Randa and I found our way to our seats for the symphony performance about twenty minutes before start time on Saturday evening. Her brother, Kevin, and one of his grandkids joined us. While Kevin and Randa talked, I struck up a conversation with the young guy sitting to my right. He is a percussionist majoring in music at Missouri Western, which is in Saint Joseph, as is the symphony. Turns out that the conductor is also one of Nick’s music instructors at the college. Nick, and, I assume, the rest of his class, had been directed to attend the concert and write a review.

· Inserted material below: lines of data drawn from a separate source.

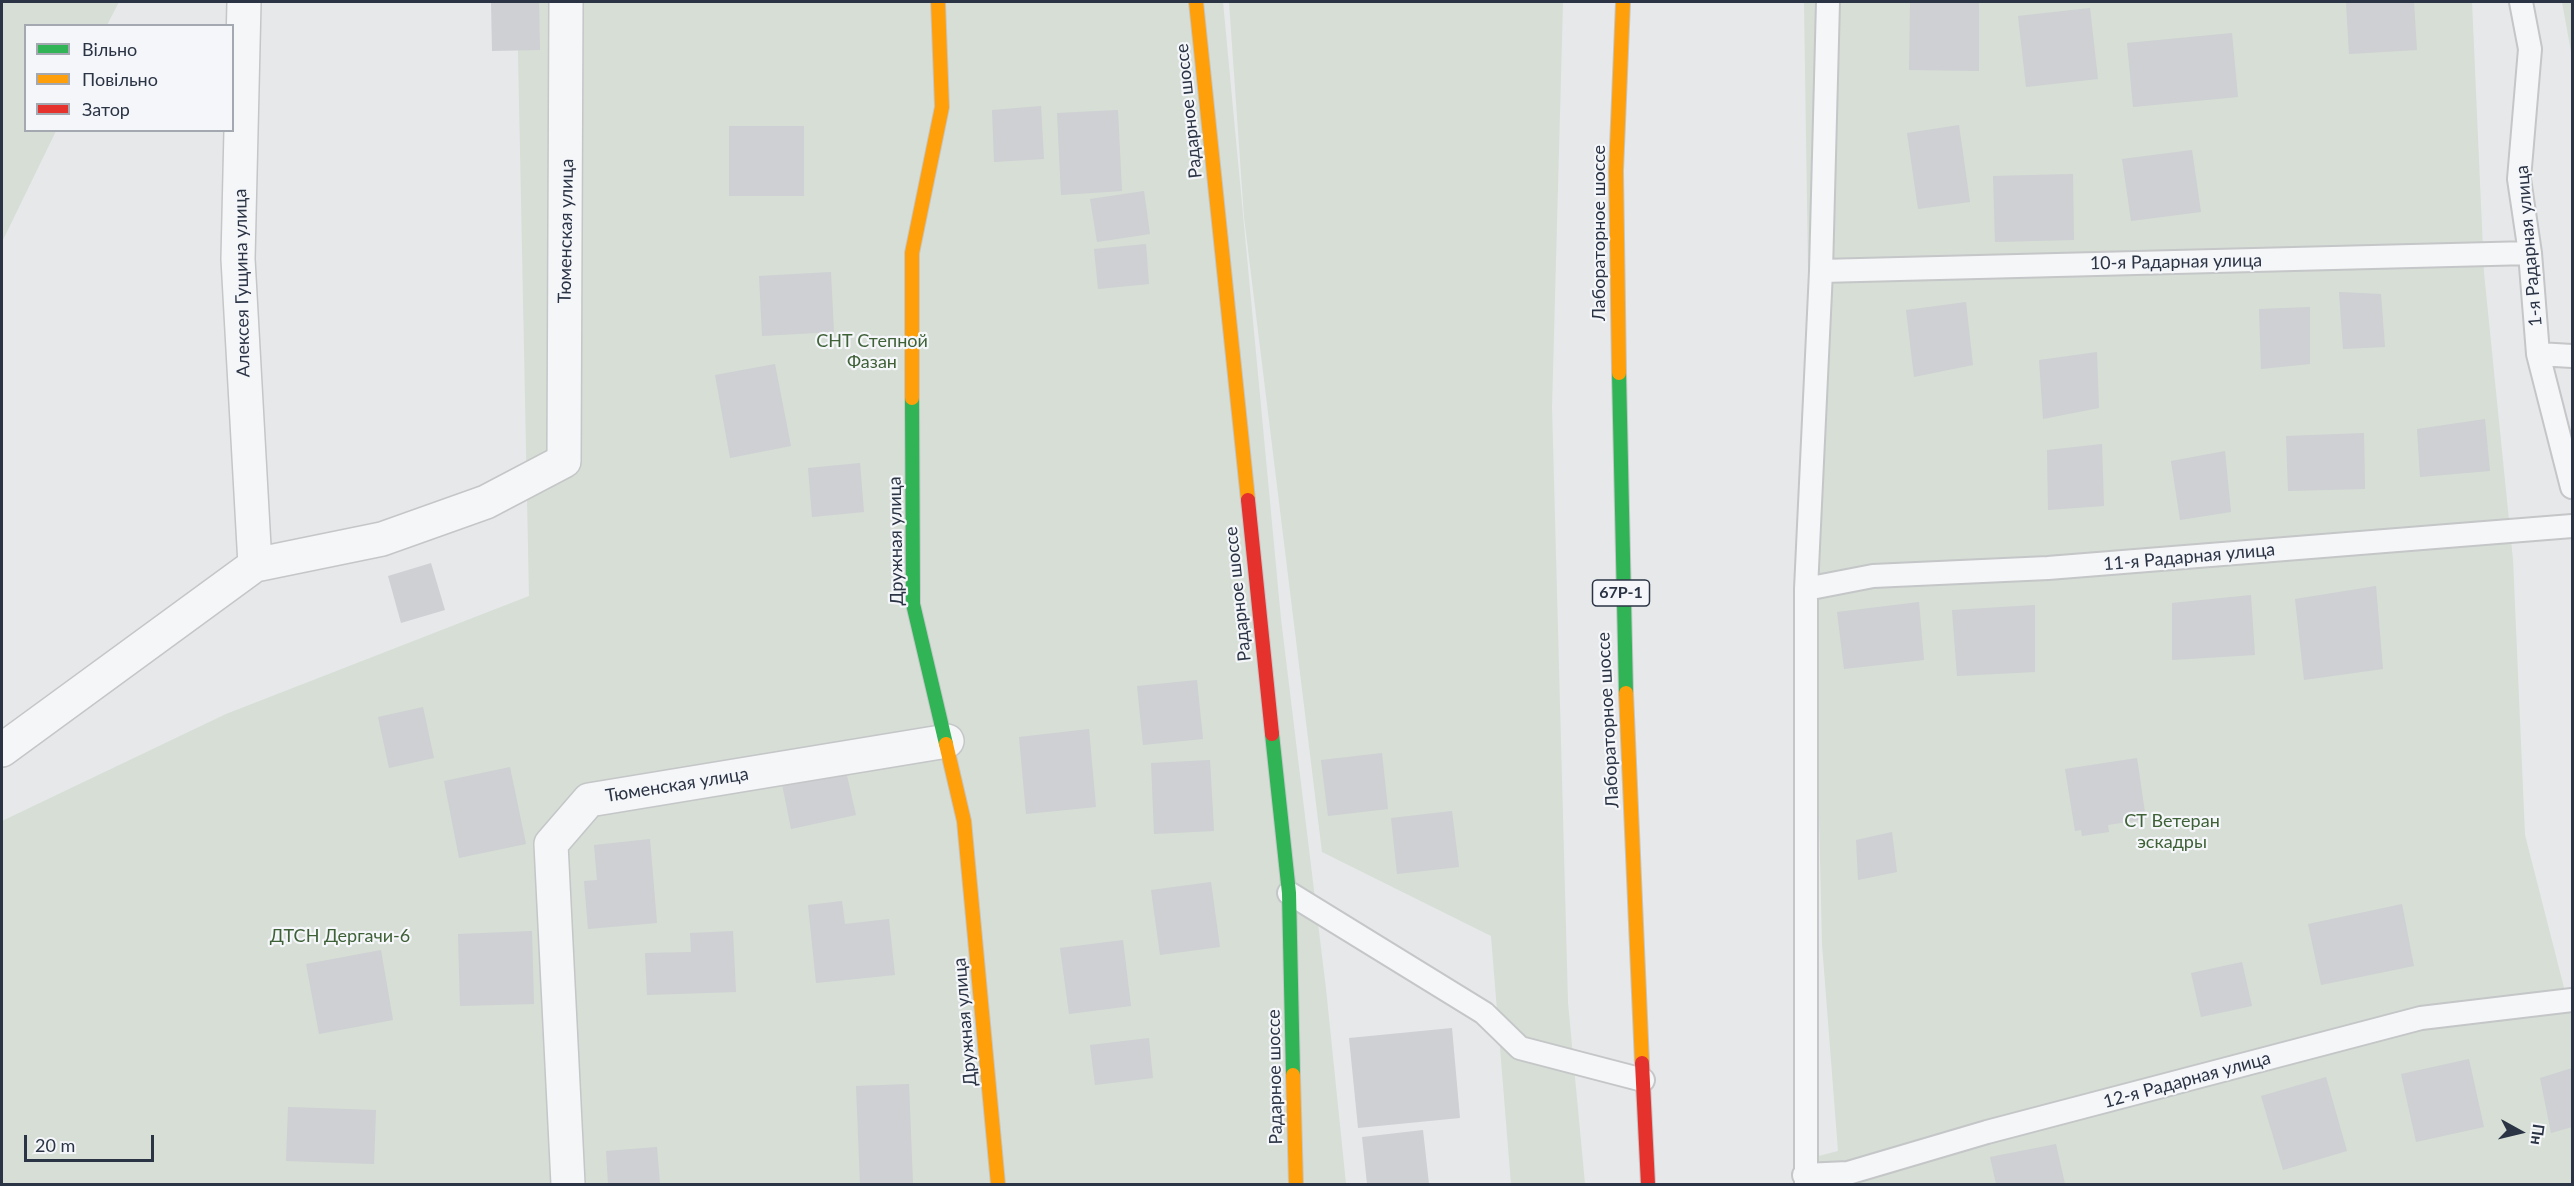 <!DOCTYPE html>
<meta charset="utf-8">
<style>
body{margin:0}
#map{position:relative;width:2574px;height:1186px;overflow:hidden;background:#e6e8ea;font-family:Lato,sans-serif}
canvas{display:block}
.frame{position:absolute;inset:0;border:3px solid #2b3445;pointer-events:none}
.legend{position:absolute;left:24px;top:24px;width:210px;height:108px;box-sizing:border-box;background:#f4f6f9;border:2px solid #a4a8b1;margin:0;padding:8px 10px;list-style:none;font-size:18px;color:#2b3445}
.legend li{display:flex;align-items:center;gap:12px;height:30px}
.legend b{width:30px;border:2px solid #a4a8b1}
.north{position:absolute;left:2490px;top:1102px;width:60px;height:60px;-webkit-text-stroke:4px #f4f6f9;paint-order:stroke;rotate:98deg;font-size:16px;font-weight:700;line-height:24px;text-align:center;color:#2b3445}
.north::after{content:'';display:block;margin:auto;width:21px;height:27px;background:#2b3445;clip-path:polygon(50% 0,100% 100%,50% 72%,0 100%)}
.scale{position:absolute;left:24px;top:1135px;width:130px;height:27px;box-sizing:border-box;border:3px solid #2b3445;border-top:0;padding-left:8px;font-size:18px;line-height:21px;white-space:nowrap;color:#2b3445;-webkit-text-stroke:4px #f4f6f9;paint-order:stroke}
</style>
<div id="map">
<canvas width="2574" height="1186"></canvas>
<div class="frame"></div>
<ul class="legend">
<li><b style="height:8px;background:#30b455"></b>Вільно</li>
<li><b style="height:8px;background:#ff9f0a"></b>Повільно</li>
<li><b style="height:8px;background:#e5322d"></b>Затор</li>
</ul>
<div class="north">Пн</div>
<div class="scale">20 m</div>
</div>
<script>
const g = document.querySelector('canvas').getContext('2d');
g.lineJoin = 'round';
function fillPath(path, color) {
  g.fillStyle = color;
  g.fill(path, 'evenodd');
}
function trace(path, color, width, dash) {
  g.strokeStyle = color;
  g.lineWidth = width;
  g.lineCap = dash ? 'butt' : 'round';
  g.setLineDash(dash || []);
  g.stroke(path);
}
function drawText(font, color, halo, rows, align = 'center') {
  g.font = font + ' Lato,sans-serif';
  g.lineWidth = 4.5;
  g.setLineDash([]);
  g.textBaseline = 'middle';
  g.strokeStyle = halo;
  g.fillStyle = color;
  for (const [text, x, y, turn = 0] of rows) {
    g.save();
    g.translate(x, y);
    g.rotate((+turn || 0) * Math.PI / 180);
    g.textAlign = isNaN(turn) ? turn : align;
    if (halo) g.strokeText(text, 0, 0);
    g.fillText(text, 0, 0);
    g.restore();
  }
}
fillPath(new Path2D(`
 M2,2h117l-12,23 -81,1v104l30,1 -54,111z
 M517,2h706l58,617 45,370 20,195h-1344v-363l224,-107 303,-118z
 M1229,2h334l-11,405 16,596 17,181h-74l-20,-248 -169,-84 -78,-635z
 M1804,2h668l12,271 29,287 12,275 47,184v165h-775l-2,-22 43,-11 -16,-207 -11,-476z
 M2562,2h10v55z`), '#d6ded6');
fillPath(new Path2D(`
 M491,2h48l1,48 -48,1z
 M1910,2h69v69l-70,-1z
 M2346,2h68l3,48 -68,4z
 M2090,8l8,71 -72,8 -8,-71z
 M2232,33l6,64 -105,10 -6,-64z
 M1041,106l3,53 -50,3 -2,-52z
 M1118,110l4,81 -61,4 -4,-82z
 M1959,125l11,77 -52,7 -11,-76z
 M729,126h75v70h-75z
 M2192,150l9,62 -70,9 -9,-62z
 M2073,174l1,66 -79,2 -2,-66z
 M1144,191l6,43 -53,8 -7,-43z
 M1146,244l3,40 -51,5 -4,-40z
 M831,272l3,60 -72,4 -3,-60z
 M2339,292l42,2 4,53 -42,2z
 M1966,302l7,63 -59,12 -8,-67z
 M2310,307v57l-49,5 -2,-60z
 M2097,352l2,56 -56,11 -4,-59z
 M775,364l16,82 -61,12 -15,-83z
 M2485,419l5,52 -70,6 -3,-48z
 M2364,433l1,56 -77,2 -2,-55z
 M2102,444l2,62 -56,4 -1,-60z
 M2225,451l6,61 -51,8 -9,-59z
 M860,463l4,49 -52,5 -4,-49z
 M431,563l14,47 -44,13 -13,-47z
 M2376,586l7,83 -79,11 -9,-81z
 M2251,595l4,60 -83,5v-57z
 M1919,602l5,58 -80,9 -7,-57z
 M2035,605v67l-78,4 -5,-66z
 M1197,680l6,59 -60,6 -6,-59z
 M423,707l11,51 -45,10 -11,-51z
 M1089,729l7,78 -70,7 -7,-77z
 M1382,753l6,56 -60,7 -7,-56z
 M2137,758l9,61 -38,6 1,7 -27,4 -1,-6 -6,1 -10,-62z
 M1210,760l4,71 -60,3 -3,-71z
 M510,767l16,77 -67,14 -15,-77z
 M846,771l10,44 -65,14 -9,-45z
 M1452,811l7,56 -62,7 -6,-56z
 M1892,832l5,40 -39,8 -2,-40z
 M650,839l7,84 -69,6 -4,-48 13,-1 -3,-35z
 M1211,882l9,65 -60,8 -9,-65z
 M842,901l3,23 44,-5 6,56 -79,8 -8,-78z
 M2402,904l12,62 -93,19 -13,-61z
 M532,931l2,73 -74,2 -2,-72z
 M733,931l3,61 -89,3 -2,-42 46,-1 -1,-19z
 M1123,940l8,66 -62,8 -9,-66z
 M381,950l12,70 -74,14 -13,-70z
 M2242,962l10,44 -51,11 -10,-44z
 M1452,1028l8,90 -102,10 -9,-90z
 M1149,1038l4,40 -58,7 -5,-40z
 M2469,1059l15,68 -68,15 -15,-68z
 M2572,1068v59l-21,6 -11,-55z
 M2326,1077l21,74 -64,19 -22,-74z
 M909,1084l4,100h-53l-4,-98z
 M288,1107l88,3 -2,54 -88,-3z
 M1423,1130l6,54h-62l-5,-47z
 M2056,1144l9,40h-69l-6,-27z
 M657,1147l3,37h-52l-2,-33z`), '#ced0d3');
const lane = new Path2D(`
 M2521,2l9,47 -11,130 11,74 8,101 34,133
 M1821,271l709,-18
 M2538,354l34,2
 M1806,589l67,-13 175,-8 524,-42
 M1289,893l195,120 36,35 123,32
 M1804,1175l44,-2 139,-41 434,-114 151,-18
 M1806,1184v-595l15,-318 7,-269`);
const street = new Path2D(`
 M244,2l-6,257 17,306
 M2,750l253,-185 127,-26 104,-37 78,-41 2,-459
 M568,1184l-17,-340 38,-44 358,-59`);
const fast = new Path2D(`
 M1619,373l7,320
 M912,398l1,206 33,140
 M1272,734l17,159 4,182`);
const slow = new Path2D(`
 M1196,2l52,498
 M1619,373l-3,-202 7,-169
 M912,398v-145l30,-146 -4,-105
 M1626,693l16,370
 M946,744l18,77 34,363
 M1293,1075l3,109`);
const jam = new Path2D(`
 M1248,500l24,234
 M1642,1063l6,121`);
trace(lane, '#c4c6c8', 26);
trace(street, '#c4c6c8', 36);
trace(fast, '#c4c6c8', 16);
trace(slow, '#c4c6c8', 16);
trace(jam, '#c4c6c8', 16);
trace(lane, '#f5f6f7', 22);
trace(street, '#f5f6f7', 33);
trace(fast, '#30b455', 14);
trace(slow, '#ff9f0a', 14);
trace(jam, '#e5322d', 14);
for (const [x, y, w] of [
 [1621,593,57]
]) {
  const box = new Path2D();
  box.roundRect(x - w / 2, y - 13, w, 26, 4.5);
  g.fillStyle = '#f4f6f9';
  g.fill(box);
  trace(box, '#2b3445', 1.5);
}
drawText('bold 16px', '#2b3445', null, [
 ["67Р-1",1621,593]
]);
drawText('18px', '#2b3445', '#f4f6f9', [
 ["Радарное шоссе",1189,111,-96],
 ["Тюменская улица",566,231,-89],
 ["Лабораторное шоссе",1599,233,-90],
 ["1-я Радарная улица",2529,246,-95],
 ["10-я Радарная улица",2176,262,-1],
 ["Алексея Гущина улица",242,283,-91],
 ["Дружная улица",896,541,-91],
 ["11-я Радарная улица",2189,557,-5],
 ["Радарное шоссе",1238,594,-96],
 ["Лабораторное шоссе",1608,720,-93],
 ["Тюменская улица",677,785,-9],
 ["Дружная улица",965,1022,-95],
 ["Радарное шоссе",1275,1077,-91],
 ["12-я Радарная улица",2187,1080,-15]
]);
drawText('18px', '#3f6138', '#f4f6f9', [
 ["СНТ Степной",872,341],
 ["Фазан",872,362],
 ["СТ Ветеран",2172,821],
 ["эскадры",2172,842],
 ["ДТСН Дергачи-6",340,936]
]);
</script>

As the symphony began to play its opening number for the season, a Mozart piece, I leaned forward in anticipation. About three minutes in, I felt the slight pressure of Nick’s elbow against my side. I ignored it for a while but then the pressure increased somewhat. “That’s a bit un-neighborly,” I thought, but still avoided moving or anything else. Finally, as the push of his elbow against my side had reached the point of beginning to dislodge me from my seat, I turned to say something to the kid.
He was so asleep that the side of his head was slumped over, touching against his shoulder. I don’t know how his baseball cap stayed on. I half-expected to see a wee dribble of drool dripping from the corner of his mouth. Fortunately, the lights were too low for me to make determination on that point. He barely stirred during the applause as the symphony concluded Mozart. Not even the guest virtuoso violinist playing Beethoven could rouse Nick’s interest. He slept as soundly as an exhausted coal miner on a feather mattress.
Apparently, someone stumbled over the lad during intermission or else spilled a cold drink down his back. When I returned to my seat, young Nick had vacated the premises, not to return. I suppose he had to rush home and start typing up his review of the performance, perhaps beginning with “The soothing strains of Mozart eased through an appreciative and receptive audience…”
I’m sure Nick must have reported to his friends how completely boring it was. A world renown musician and an accomplished symphony performing music of such quality that it remains fascinating two hundred years after its composition was not sufficient to hold any interest for him. Nick was not there for the triple-curtain-call standing ovation at the end of the performance that spoke of how dramatically different the perceptions of others were from his own.
It is often in life that our response to a certain event tells others more about us than about the event. Even if it’s an event that happened nearly two thousand years ago.